** DATASET EXCERPTS follows **

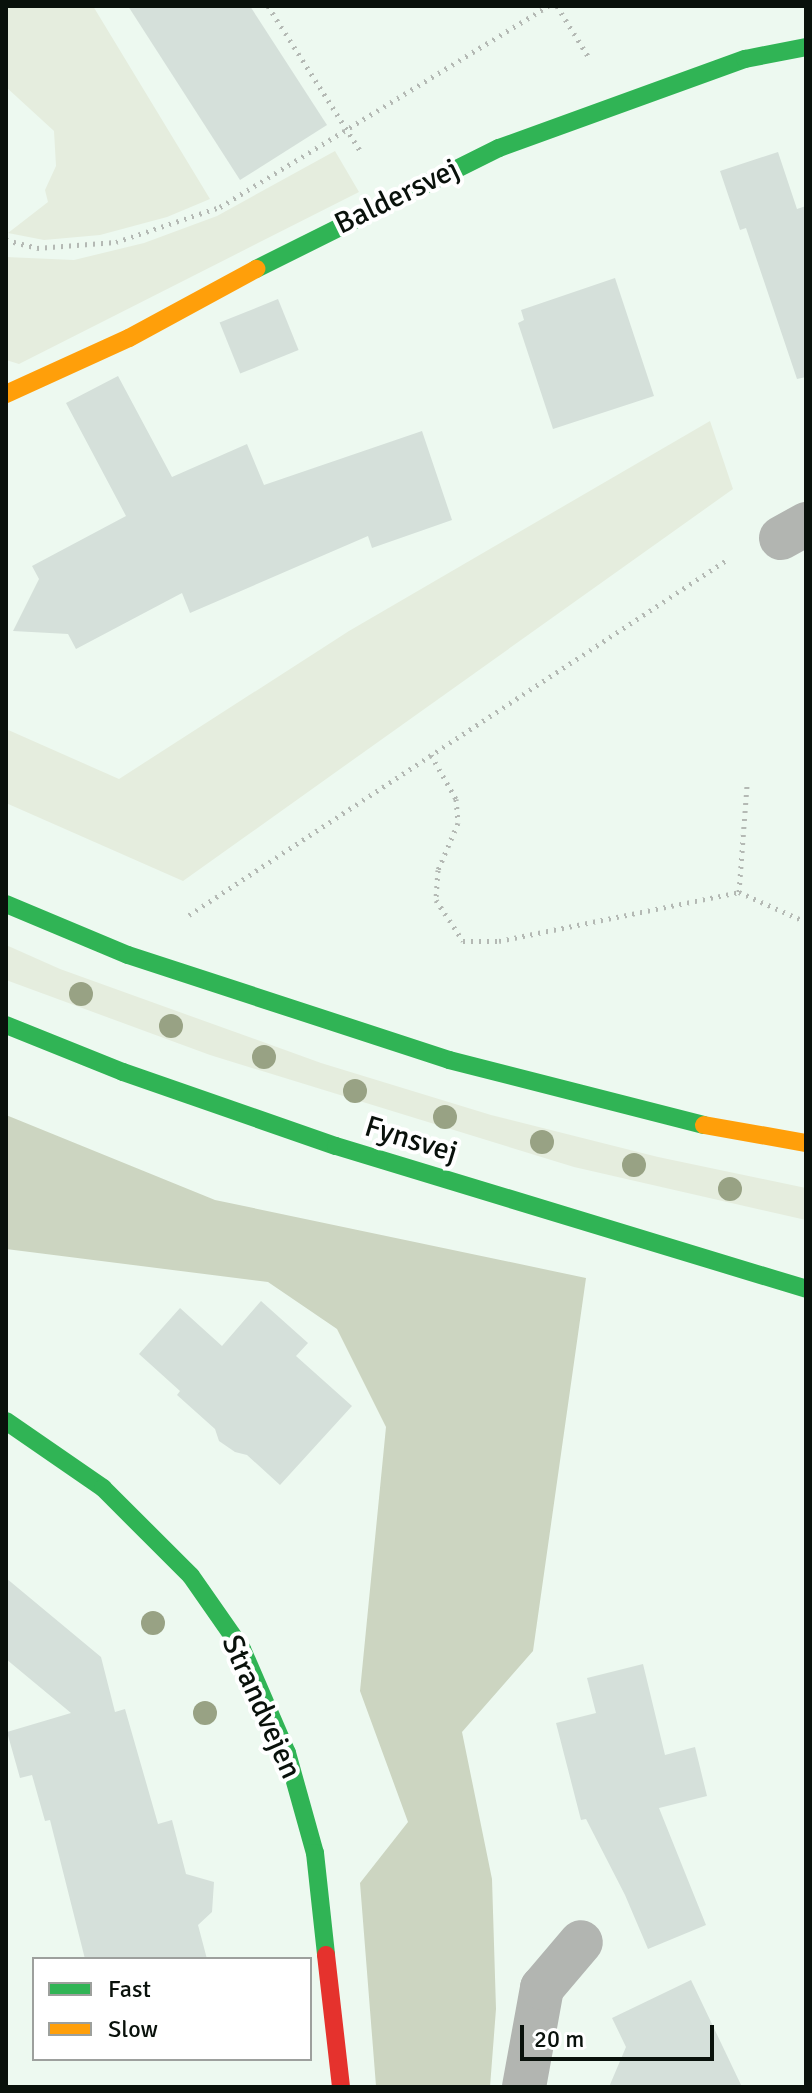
<!DOCTYPE html>
<html>
<head>
<meta charset="utf-8">
<style>
	body { margin:0 }
	#map { position:relative; width:812px; height:2093px; overflow:hidden; background:#edf9f0; font-family:Signika,sans-serif }
	div>[style] { position:absolute }
	.green>* { inset:0; background:#e5edde }
	.forest>* { inset:0; background:#ccd5c1 }
	.building>* { inset:0; background:#d5e0da; transform-origin:0 0 }
	.path>* { height:5px; margin-top:-2.5px; transform-origin:0; background:repeating-linear-gradient(90deg,#b4b9b4 0 2px,transparent 0 8px) }
	.street>* { height:44px; margin:-22px; padding:0 22px; transform-origin:22px; border-radius:22px; background:#b2b5b1 }
	.fast>* { height:18px; margin:-9px; padding:0 9px; transform-origin:9px; border-radius:9px; background:#30b455 }
	.slow>* { height:18px; margin:-9px; padding:0 9px; transform-origin:9px; border-radius:9px; background:#ff9f0a }
	.jam>* { height:18px; margin:-9px; padding:0 9px; transform-origin:9px; border-radius:9px; background:#e5322d }
	.trees>* { width:24px; height:24px; margin:-12px; border-radius:50%; background:#98a284 }
	span { translate:-50% -50%; white-space:nowrap; text-align:center; line-height:1.15; -webkit-text-stroke:8px #fff; paint-order:stroke }
	.street-label { font-size:30px; color:#09110b }
	.frame { position:absolute; inset:0; border:8px solid #09110b; pointer-events:none }
	.legend { position:absolute; left:32px; top:1957px; width:280px; height:104px; box-sizing:border-box; background:#fff; border:2px solid #9da09d; margin:0; padding:10px 14px; list-style:none; font-size:24px; color:#09110b }
	.legend li { display:flex; align-items:center; gap:16px; height:40px }
	.legend b { width:40px; border:2px solid #9da09d }
	.scale { position:absolute; left:520px; top:2025px; width:194px; height:36px; box-sizing:border-box; border:4px solid #09110b; border-top:0; padding-left:10px; font-size:24px; line-height:28px; white-space:nowrap; color:#09110b; -webkit-text-stroke:6px #fff; paint-order:stroke }
</style>
</head>
<body>
<div id="map">
	<div class="green">
		<i style="clip-path:polygon(6px 6px,93px 6px,210px 199px,167px 217px,100px 235px,44px 240px,8px 233px,48px 202px,45px 190px,56px 166px,54px 131px,6px 87px)"></i>
		<i style="clip-path:polygon(335px 151px,359px 192px,19px 364px,6px 360px,6px 257px,74px 260px,144px 243px,217px 216px)"></i>
		<i style="clip-path:polygon(710px 421px,733px 489px,183px 881px,6px 803px,6px 729px,119px 779px,349px 631px)"></i>
		<i style="clip-path:polygon(6px 945px,60px 969px,321px 1063px,491px 1115px,658px 1157px,806px 1188px,806px 1220px,574px 1167px,210px 1055px,6px 980px)"></i>
	</div>
	<div class="forest">
		<i style="clip-path:polygon(6px 1115px,215px 1200px,586px 1278px,533px 1651px,462px 1732px,492px 1879px,496px 2009px,490px 2087px,376px 2086px,360px 1883px,408px 1822px,360px 1691px,386px 1427px,337px 1329px,268px 1282px,6px 1249px)"></i>
	</div>
	<div class="building">
		<i style="clip-path:polygon(128px 6px,250px 6px,327px 125px,240px 180px)"></i>
		<i style="clip-path:polygon(778px 152px,797px 209px,806px 206px,806px 377px,797px 379px,746px 228px,740px 230px,720px 171px)"></i>
		<i style="clip-path:polygon(615px 278px,654px 396px,553px 429px,518px 323px,524px 320px,521px 310px)"></i>
		<i style="left:278px;top:299px;width:55px;height:63px;rotate:68deg"></i>
		<i style="clip-path:polygon(118px 376px,172px 477px,247px 444px,264px 485px,422px 431px,452px 520px,372px 548px,368px 536px,190px 613px,182px 593px,76px 649px,68px 634px,13px 631px,39px 579px,32px 566px,126px 516px,66px 403px)"></i>
		<i style="clip-path:polygon(261px 1301px,308px 1343px,296px 1356px,352px 1406px,280px 1485px,247px 1455px,235px 1452px,219px 1441px,215px 1429px,177px 1395px,180px 1391px,139px 1354px,180px 1308px,222px 1346px)"></i>
		<i style="clip-path:polygon(6px 1578px,101px 1657px,115px 1712px,125px 1709px,158px 1824px,172px 1820px,186px 1874px,214px 1882px,212px 1912px,198px 1925px,207px 1959px,85px 1959px,50px 1820px,45px 1821px,32px 1775px,20px 1778px,7px 1732px,71px 1713px,6px 1659px)"></i>
		<i style="clip-path:polygon(643px 1664px,665px 1755px,695px 1747px,707px 1796px,659px 1808px,706px 1925px,648px 1949px,625px 1895px,586px 1819px,581px 1820px,556px 1723px,596px 1713px,587px 1678px)"></i>
		<i style="clip-path:polygon(691px 1980px,742px 2087px,609px 2087px,626px 2047px,612px 2018px)"></i>
	</div>
	<div class="path">
		<i style="left:268px;top:6px;width:173px;rotate:57.5deg"></i>
		<i style="left:557px;top:6px;width:59px;rotate:58.2deg"></i>
		<i style="left:6px;top:240px;width:32px;rotate:14deg"></i>
		<i style="left:37px;top:248px;width:79px;rotate:-4.3deg"></i>
		<i style="left:116px;top:242px;width:110px;rotate:-18.6deg"></i>
		<i style="left:220px;top:207px;width:385px;rotate:-31.5deg"></i>
		<i style="left:431px;top:755px;width:51px;rotate:60.4deg"></i>
		<i style="left:456px;top:799px;width:24px;rotate:85deg"></i>
		<i style="left:458px;top:823px;width:51px;rotate:113.1deg"></i>
		<i style="left:438px;top:870px;width:30px;rotate:94deg"></i>
		<i style="left:436px;top:900px;width:49px;rotate:56.6deg"></i>
		<i style="left:463px;top:941px;width:36px"></i>
		<i style="left:499px;top:941px;width:245px;rotate:-11.5deg"></i>
		<i style="left:739px;top:892px;width:107px;rotate:-85.7deg"></i>
		<i style="left:739px;top:892px;width:73px;rotate:24.1deg"></i>
		<i style="left:189px;top:915px;width:646px;rotate:-33.44deg"></i>
	</div>
	<div class="street">
		<i style="left:781px;top:538px;width:29px;rotate:-29deg"></i>
		<i style="left:524px;top:2087px;width:101px;rotate:-79.7deg"></i>
		<i style="left:542px;top:1988px;width:60px;rotate:-49.7deg"></i>
	</div>
	<div class="fast">
		<i style="left:256px;top:269px;width:271px;rotate:-26.5deg"></i>
		<i style="left:499px;top:148px;width:262px;rotate:-19.9deg"></i>
		<i style="left:745px;top:59px;width:62px;rotate:-11.1deg"></i>
		<i style="left:6px;top:904px;width:132px;rotate:22.7deg"></i>
		<i style="left:128px;top:955px;width:338px;rotate:18.1deg"></i>
		<i style="left:449px;top:1060px;width:263px;rotate:14.3deg"></i>
		<i style="left:6px;top:1025px;width:126px;rotate:21.9deg"></i>
		<i style="left:123px;top:1072px;width:225px;rotate:19.2deg"></i>
		<i style="left:336px;top:1146px;width:491px;rotate:16.9deg"></i>
		<i style="left:6px;top:1421px;width:118px;rotate:34.6deg"></i>
		<i style="left:103px;top:1488px;width:124px;rotate:45deg"></i>
		<i style="left:191px;top:1576px;width:89px;rotate:55.1deg"></i>
		<i style="left:242px;top:1649px;width:113px;rotate:66.6deg"></i>
		<i style="left:287px;top:1753px;width:104px;rotate:74.4deg"></i>
		<i style="left:315px;top:1853px;width:103px;rotate:83.8deg"></i>
	</div>
	<div class="slow">
		<i style="left:6px;top:394px;width:135px;rotate:-24.5deg"></i>
		<i style="left:129px;top:338px;width:145px;rotate:-28.5deg"></i>
		<i style="left:704px;top:1125px;width:104px;rotate:10deg"></i>
	</div>
	<div class="jam">
		<i style="left:326px;top:1955px;width:133px;rotate:83.5deg"></i>
	</div>
	<div class="trees">
		<i style="left:81px;top:994px"></i>
		<i style="left:171px;top:1026px"></i>
		<i style="left:264px;top:1057px"></i>
		<i style="left:355px;top:1091px"></i>
		<i style="left:445px;top:1117px"></i>
		<i style="left:542px;top:1142px"></i>
		<i style="left:634px;top:1165px"></i>
		<i style="left:730px;top:1189px"></i>
		<i style="left:153px;top:1623px"></i>
		<i style="left:205px;top:1713px"></i>
	</div>
	<div class="street-label">
		<span style="left:397px;top:197px;rotate:-26deg">Baldersvej</span>
		<span style="left:411px;top:1140px;rotate:17deg">Fynsvej</span>
		<span style="left:261px;top:1707px;rotate:66deg">Strandvejen</span>
	</div>
	<div class="frame"></div>
	<ul class="legend">
	<li><b style="height:10px;background:#30b455"></b>Fast</li>
	<li><b style="height:10px;background:#ff9f0a"></b>Slow</li>
	</ul>
	<div class="scale">20 m</div>
</div>
</body>
</html>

** End of DATASET EXCERPTS **

### PROBLEM DETAILS
Restate word for word the entries above, starting at the line with "height:44px; margin:-22px; padding:0" and ending at the line with "151px,359px 192px,19px 364px,6px", inclusive, and no others.

### ANSWER TO THIS PROBLEM
	.street>* { height:44px; margin:-22px; padding:0 22px; transform-origin:22px; border-radius:22px; background:#b2b5b1 }
	.fast>* { height:18px; margin:-9px; padding:0 9px; transform-origin:9px; border-radius:9px; background:#30b455 }
	.slow>* { height:18px; margin:-9px; padding:0 9px; transform-origin:9px; border-radius:9px; background:#ff9f0a }
	.jam>* { height:18px; margin:-9px; padding:0 9px; transform-origin:9px; border-radius:9px; background:#e5322d }
	.trees>* { width:24px; height:24px; margin:-12px; border-radius:50%; background:#98a284 }
	span { translate:-50% -50%; white-space:nowrap; text-align:center; line-height:1.15; -webkit-text-stroke:8px #fff; paint-order:stroke }
	.street-label { font-size:30px; color:#09110b }
	.frame { position:absolute; inset:0; border:8px solid #09110b; pointer-events:none }
	.legend { position:absolute; left:32px; top:1957px; width:280px; height:104px; box-sizing:border-box; background:#fff; border:2px solid #9da09d; margin:0; padding:10px 14px; list-style:none; font-size:24px; color:#09110b }
	.legend li { display:flex; align-items:center; gap:16px; height:40px }
	.legend b { width:40px; border:2px solid #9da09d }
	.scale { position:absolute; left:520px; top:2025px; width:194px; height:36px; box-sizing:border-box; border:4px solid #09110b; border-top:0; padding-left:10px; font-size:24px; line-height:28px; white-space:nowrap; color:#09110b; -webkit-text-stroke:6px #fff; paint-order:stroke }
</style>
</head>
<body>
<div id="map">
	<div class="green">
		<i style="clip-path:polygon(6px 6px,93px 6px,210px 199px,167px 217px,100px 235px,44px 240px,8px 233px,48px 202px,45px 190px,56px 166px,54px 131px,6px 87px)"></i>
		<i style="clip-path:polygon(335px 151px,359px 192px,19px 364px,6px 360px,6px 257px,74px 260px,144px 243px,217px 216px)"></i>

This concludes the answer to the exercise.